Alternative auf Schiene

Schlüssig ist diese Begründung, warum die ÖBB-Personenverkehr AG eine Kooperation mit der Westbahn ausschlug, nur bedingt. Denn es geht nicht darum, dass die ÖBB-Züge an der Grenze übernommen und bis München geführt werden, sondern lediglich darum, den ÖBB-Fahrgästen eine alternative Transportmöglichkeit zu offerieren. Eine solche wäre mit der fünfmal täglich jeweils in beide Richtungen verkehrenden Westbahn möglich, war offenbar aber nicht gewünscht. Die Westbahn hat sich deshalb entschieden, ÖBB-Fahrgäste mit Fahrkarte (für DB und ÖBB) auf Wunsch ohne Aufpreis mitzunehmen. Das könnte für jene Fahrgäste interessant sein, die ihr Ticket nicht mehr stornieren konnten.
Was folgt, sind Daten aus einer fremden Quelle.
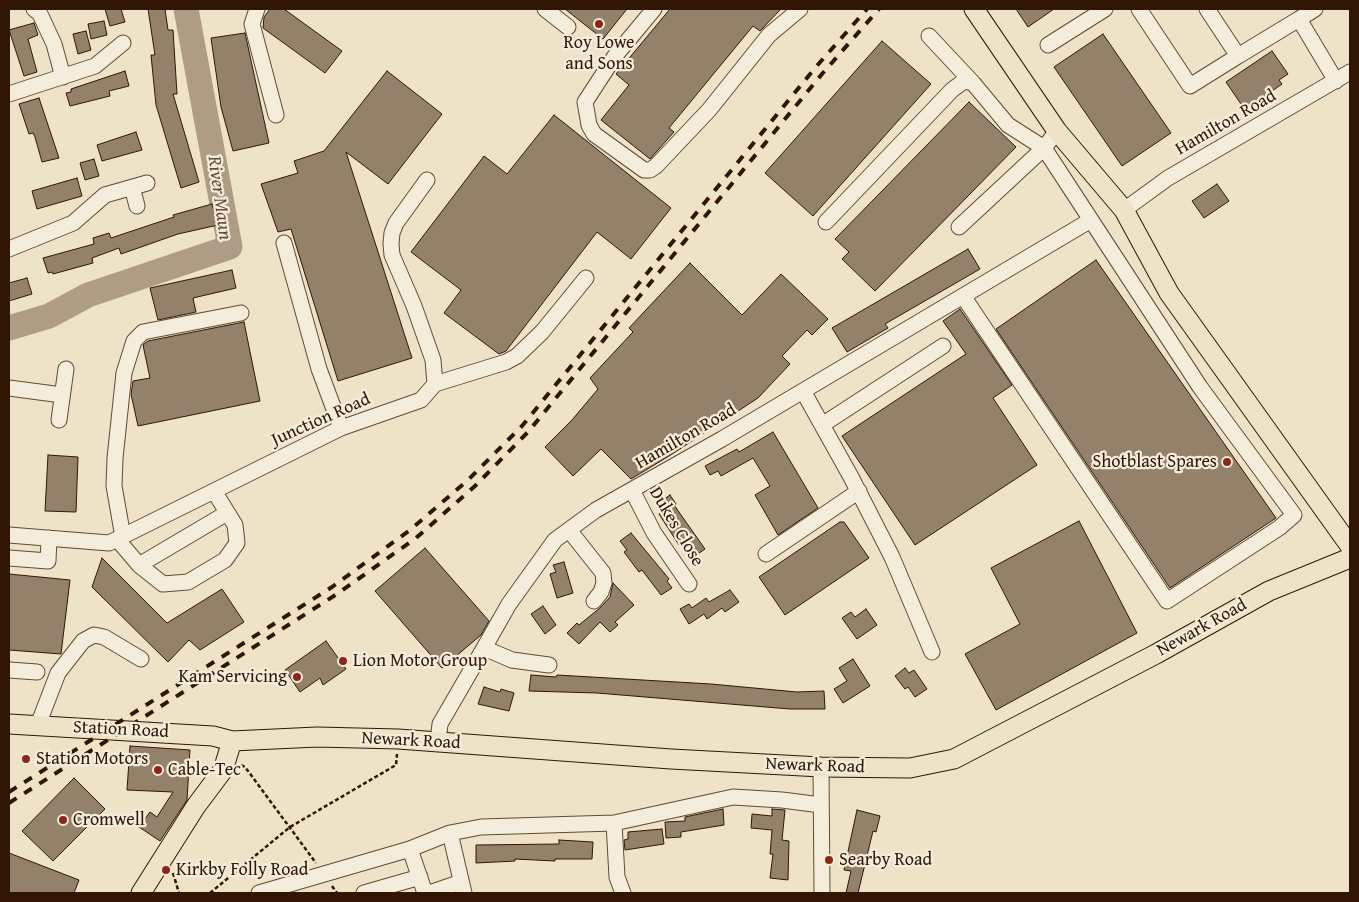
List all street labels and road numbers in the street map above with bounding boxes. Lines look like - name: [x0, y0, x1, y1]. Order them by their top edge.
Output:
- street label: Hamilton Road: [1172, 86, 1280, 160]
- street label: Junction Road: [268, 389, 374, 451]
- street label: Hamilton Road: [632, 400, 740, 474]
- street label: Dukes Close: [644, 483, 708, 571]
- street label: Newark Road: [1153, 594, 1251, 662]
- street label: Station Road: [73, 717, 169, 743]
- street label: Newark Road: [361, 728, 461, 754]
- street label: Newark Road: [765, 753, 865, 779]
Laut Auskunft am Montag war ein kostenfreies Storno nur vor Fahrtantritt und nur für Fahrkarten möglich, die vor dem 22. Jänner gekauft wurden.

Auch wurde die Geltungsdauer der ÖBB-/DB-Fahrkarten bis 5. Februar verlängert und die sogenannte Zugbindung von ÖBB-Tickets von und nach Deutschland aufgehoben, Zugreisende können also auch andere Züge benützen, nicht nur den einen bestimmten, für den die Fahrkarte gebucht wurde. Nachtzugtickets können auch tagsüber genutzt werden. Bei der Westbahn, die vom Streik nicht betroffen ist, klingt die Lösung einfach und pragmatisch. Die ÖBB-Konkurrentin fährt in Eigenregie von Salzburg über Rosenheim nach München und wird deshalb von der Lokführergewerkschaft GDL nicht bestreikt. Die ÖBB hingegen ist Leidtragender, sie übergibt ihre Züge an der Grenze an die Deutsche Bahn und die fährt wegen des Streiks von Mittwoch bis Montagabend nicht oder nur mit einem sehr eingeschränkten Fahrplan. Den Schaden haben also die ÖBB-Fahrgäste. Sie könnten alternativ zwischen Salzburg und München während des Streiks auf den stündlich verkehrenden bayerischen Regionalverkehr (BRB) ausweichen, teilt der ÖBB-Sprecher auf Nachfrage des STANDARD mit, ÖBB-Tickets würden von der Bayern-Bahn anerkannt. Die Fahrtzeit verlängere sich nur geringfügig, und es sei ein stündliches Angebot über den ganzen Tag verfügbar, nicht nur einzelne Züge.

Flug, Auto und Fernbus

Wie diese restriktive Vorgangsweise mit Kundenfreundlichkeit und Klimaschutz zusammenpasst, deren sich die Staatsbahn so gern rühmt, bleibt ihr Geheimnis. Fest steht, wer die Gewinner dieser Kundenorientierung sind: Fluglinien, Autovermieter und Fernbusbetreiber wie Flixbus verzeichnen aufgrund des längsten Streiks in der Geschichte der Deutschen Bahn ab Mittwoch mehr Buchungen. "Aktuell beobachten wir für diese Woche bundesweit eine deutlich erhöhte Nachfrage", zitierte Reuters einen Sprecher des börsennotierten Autovermieters Sixt. Zu dessen Netzwerk in Deutschland zählen knapp 350 Stationen. Die Lufthansa verzeichnet für den von Mittwoch bis Montag geplanten Streik "einige zusätzliche Buchungen auf innerdeutschen Flugverbindungen und setzt auf verschiedenen Strecken größere Flugzeuge ein, um möglichst vielen Gästen eine Reisemöglichkeit zu bieten", sagte ein Unternehmenssprecher.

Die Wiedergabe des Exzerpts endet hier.